# WORK ITEM
When a line in the entries contains the word "read", copy that line in full.

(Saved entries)
-------------------------
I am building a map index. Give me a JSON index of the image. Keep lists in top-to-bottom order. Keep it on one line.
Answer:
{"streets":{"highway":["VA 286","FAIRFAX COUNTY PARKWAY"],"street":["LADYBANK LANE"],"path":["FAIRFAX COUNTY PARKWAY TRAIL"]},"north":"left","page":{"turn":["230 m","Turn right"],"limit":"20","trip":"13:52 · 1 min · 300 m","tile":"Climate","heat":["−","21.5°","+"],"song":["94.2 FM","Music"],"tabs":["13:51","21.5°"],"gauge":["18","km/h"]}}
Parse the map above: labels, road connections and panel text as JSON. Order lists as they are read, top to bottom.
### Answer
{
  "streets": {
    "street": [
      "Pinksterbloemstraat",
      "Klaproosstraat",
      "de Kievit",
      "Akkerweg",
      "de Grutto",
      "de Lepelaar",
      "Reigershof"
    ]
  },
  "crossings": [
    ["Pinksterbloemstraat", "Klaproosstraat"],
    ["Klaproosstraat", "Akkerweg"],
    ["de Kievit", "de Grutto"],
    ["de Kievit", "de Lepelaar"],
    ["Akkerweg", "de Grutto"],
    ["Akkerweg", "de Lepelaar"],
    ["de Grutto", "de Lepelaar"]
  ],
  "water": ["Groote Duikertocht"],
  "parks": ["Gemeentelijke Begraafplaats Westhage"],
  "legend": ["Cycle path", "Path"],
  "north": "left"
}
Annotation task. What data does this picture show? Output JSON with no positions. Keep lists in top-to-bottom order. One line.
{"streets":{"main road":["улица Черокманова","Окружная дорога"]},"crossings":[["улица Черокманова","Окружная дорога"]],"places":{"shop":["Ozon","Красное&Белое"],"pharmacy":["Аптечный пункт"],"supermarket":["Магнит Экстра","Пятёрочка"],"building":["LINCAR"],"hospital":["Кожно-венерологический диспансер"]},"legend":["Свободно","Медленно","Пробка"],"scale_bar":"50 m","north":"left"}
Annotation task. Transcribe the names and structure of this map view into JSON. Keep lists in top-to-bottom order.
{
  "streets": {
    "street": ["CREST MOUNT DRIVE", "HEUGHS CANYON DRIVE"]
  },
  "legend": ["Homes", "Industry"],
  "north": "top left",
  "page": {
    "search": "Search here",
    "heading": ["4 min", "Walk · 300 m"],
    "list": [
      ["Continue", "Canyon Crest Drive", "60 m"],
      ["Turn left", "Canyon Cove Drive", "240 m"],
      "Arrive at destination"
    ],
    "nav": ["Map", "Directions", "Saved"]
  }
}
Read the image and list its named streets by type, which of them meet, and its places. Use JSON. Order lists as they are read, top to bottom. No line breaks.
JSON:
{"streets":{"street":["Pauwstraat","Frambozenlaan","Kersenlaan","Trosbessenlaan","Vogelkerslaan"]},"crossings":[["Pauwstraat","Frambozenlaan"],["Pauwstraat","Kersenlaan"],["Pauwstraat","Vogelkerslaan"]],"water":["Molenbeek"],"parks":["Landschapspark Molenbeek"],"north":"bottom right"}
-------------------------
# EXERCISE ANSWER
Parse the map above: labels, road connections and panel text as JSON. Order lists as they are read, top to bottom.
Read the image and list its named streets by type, which of them meet, and its places. Use JSON. Order lists as they are read, top to bottom. No line breaks.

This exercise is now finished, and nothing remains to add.